Eric Stark

i giardini segreti della musica britannica

C’è ontologia e hauntology. Se la prima ci ossessiona e sostiene da venticinque secoli, la seconda, affare di spettri e fantasmi, tematizza il ritorno come tale e, nei recenti studi culturali anglosassoni, l’assillante ripresentarsi di quel sano recente passato  che accompagnò gli ultimi bagliori dell’impero britannico. Ma dopo le sfilate delle rovine di siti e stili industriali e le puntate nell’età aurea della plastica e dei miti “spaziali” è venuto il tempo di imporre al collo più decise torsioni.
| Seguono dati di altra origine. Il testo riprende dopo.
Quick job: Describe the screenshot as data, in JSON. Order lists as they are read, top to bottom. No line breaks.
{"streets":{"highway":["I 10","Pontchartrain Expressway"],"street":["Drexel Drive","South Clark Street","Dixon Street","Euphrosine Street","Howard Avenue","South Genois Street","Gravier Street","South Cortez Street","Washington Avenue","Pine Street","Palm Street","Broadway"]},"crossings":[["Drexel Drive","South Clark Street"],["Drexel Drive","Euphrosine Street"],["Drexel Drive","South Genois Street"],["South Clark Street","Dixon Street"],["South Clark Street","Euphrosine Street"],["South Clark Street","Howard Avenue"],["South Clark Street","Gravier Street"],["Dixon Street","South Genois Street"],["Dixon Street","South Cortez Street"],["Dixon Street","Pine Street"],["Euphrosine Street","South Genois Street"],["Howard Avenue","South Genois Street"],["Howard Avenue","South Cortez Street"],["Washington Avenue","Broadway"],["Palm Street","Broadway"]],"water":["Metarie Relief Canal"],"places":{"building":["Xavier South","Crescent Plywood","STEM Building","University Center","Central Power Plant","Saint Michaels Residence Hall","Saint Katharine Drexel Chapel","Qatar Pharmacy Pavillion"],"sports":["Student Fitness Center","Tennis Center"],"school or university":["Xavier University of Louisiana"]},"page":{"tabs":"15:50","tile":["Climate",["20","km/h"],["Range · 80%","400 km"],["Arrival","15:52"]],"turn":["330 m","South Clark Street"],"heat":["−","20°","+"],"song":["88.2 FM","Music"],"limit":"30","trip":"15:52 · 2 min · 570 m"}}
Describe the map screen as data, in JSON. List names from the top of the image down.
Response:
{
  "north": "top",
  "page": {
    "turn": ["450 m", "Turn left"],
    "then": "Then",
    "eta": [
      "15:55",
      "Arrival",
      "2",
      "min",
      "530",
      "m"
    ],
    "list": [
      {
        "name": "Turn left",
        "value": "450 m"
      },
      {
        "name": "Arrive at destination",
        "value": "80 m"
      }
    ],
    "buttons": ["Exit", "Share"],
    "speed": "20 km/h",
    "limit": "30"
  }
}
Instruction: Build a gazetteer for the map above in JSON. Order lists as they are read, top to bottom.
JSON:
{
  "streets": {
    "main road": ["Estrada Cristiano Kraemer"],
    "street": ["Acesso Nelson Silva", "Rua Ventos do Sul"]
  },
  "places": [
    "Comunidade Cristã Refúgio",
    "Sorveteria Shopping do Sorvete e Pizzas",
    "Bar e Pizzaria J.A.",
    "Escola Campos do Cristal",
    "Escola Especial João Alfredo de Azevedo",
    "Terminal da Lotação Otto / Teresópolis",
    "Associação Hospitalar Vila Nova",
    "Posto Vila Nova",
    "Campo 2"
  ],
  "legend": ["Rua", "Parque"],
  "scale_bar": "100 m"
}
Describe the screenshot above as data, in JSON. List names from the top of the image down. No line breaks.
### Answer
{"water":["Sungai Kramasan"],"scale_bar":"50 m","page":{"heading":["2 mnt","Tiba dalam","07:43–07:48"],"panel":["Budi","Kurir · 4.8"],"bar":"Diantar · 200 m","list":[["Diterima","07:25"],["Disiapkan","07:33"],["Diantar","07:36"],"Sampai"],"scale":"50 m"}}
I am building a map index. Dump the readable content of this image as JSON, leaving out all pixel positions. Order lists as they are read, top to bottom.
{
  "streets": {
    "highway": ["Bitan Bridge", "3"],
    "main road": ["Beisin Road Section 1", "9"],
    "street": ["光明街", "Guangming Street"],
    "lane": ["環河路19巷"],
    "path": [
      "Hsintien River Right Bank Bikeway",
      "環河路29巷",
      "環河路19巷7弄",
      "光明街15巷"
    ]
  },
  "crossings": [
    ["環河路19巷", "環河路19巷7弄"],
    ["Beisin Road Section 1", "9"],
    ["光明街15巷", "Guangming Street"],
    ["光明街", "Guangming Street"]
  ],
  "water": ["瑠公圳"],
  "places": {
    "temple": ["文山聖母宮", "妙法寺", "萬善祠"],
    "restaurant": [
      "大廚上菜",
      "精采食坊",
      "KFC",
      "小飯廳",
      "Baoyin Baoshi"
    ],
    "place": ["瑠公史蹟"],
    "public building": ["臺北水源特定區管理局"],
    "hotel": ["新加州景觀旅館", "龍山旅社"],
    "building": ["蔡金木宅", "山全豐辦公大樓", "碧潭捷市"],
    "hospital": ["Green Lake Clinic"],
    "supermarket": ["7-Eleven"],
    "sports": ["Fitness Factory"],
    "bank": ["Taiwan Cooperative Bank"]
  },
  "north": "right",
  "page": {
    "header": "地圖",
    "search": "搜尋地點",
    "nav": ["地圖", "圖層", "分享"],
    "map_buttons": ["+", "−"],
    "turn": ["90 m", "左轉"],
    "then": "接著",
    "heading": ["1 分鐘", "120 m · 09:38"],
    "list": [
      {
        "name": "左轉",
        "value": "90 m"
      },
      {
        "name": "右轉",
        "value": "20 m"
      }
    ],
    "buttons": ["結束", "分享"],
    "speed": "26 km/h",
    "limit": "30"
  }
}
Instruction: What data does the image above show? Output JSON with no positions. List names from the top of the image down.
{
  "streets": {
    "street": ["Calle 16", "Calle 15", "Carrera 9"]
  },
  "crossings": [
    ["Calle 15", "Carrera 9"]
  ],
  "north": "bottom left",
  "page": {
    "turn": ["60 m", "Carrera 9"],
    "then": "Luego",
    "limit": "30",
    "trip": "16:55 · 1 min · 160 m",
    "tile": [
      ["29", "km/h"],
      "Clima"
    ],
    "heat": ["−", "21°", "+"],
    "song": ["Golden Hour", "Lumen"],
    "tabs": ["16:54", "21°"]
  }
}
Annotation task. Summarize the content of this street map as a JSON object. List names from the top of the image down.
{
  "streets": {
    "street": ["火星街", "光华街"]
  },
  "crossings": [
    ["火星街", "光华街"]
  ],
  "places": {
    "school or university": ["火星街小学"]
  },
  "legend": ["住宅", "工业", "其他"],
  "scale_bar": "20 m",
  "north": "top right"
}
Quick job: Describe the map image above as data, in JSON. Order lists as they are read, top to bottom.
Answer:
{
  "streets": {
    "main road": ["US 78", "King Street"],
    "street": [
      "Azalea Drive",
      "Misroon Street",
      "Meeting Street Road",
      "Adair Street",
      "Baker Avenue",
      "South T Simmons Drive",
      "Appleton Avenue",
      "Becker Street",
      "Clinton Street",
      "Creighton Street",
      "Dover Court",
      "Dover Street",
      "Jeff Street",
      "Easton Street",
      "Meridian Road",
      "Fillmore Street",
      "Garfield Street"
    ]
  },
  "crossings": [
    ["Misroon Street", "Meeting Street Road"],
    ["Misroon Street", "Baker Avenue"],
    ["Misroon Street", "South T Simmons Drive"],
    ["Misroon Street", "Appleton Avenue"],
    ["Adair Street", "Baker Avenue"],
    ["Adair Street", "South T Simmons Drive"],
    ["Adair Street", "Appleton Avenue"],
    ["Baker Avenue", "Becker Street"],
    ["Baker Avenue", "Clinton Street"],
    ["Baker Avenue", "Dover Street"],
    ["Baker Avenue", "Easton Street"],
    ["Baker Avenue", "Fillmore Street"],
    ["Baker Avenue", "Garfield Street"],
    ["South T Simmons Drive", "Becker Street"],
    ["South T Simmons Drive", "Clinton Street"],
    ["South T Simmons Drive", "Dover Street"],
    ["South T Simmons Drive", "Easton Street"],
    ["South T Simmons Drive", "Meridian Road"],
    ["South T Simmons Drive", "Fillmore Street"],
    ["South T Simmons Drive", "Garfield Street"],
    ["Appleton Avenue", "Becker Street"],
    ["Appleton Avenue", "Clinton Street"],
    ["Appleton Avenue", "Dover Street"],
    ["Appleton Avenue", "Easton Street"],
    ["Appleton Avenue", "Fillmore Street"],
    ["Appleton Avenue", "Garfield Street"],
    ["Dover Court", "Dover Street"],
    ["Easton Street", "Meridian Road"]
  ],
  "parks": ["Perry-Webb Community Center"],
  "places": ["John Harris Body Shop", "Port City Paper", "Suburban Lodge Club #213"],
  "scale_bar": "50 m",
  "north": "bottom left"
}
Si guarda al venerabile Beda, ai riti pagani sopravvissuti alla conquista romana, al medioevo profondo:  al potere mitico dei paesaggi preistorici magari osservati attraverso il prisma di A. Machen; l’oriente è Stonehenge più che Canterbury e  F. Bacone. In musica ciò si traduce nella riscoperta e frequentazione del patrimonio folk che fu già oggetto degli scavi della generazione delle sorelle Collins, di D. Graham, di Jansch e Renbourn, di S.Denny e R.Thompson. Ma al di là di questi nomi, che all’epoca godettero di una sia pur ristretta visibilità, nel suo monumentale Electric Eden (Faber and Faber, 2010) Rob Young si sofferma, oltre la minuziosa ricognizione e mappatura del febbrile decennio creativo (1962-1972) sul ritorno spettrale di una secolare cultura, rintracciando correnti nascoste connesse, ad un livello istintivo e radicale, con una forma immaginativa di viaggio temporale. Nel solco dei testi di P. Ackroyd (sulle origini dell’immaginazione inglese) e di A. L. Morton (The English Utopia) larga parte dell’identità culturale di quella nazione gli pare costruita sulla successione di età auree ed il futuro stesso (all’origine di tante rivolte radicali) immaginato a partire da un ripiegamento verso il passato: dalla medievale Land of Cockayne alla pretesa, da parte di Winstanley e dei diggers, di una fetta di Paradiso, allo sguardo visionario di Blake o alla nostalgia novecentesca per la Merrie England..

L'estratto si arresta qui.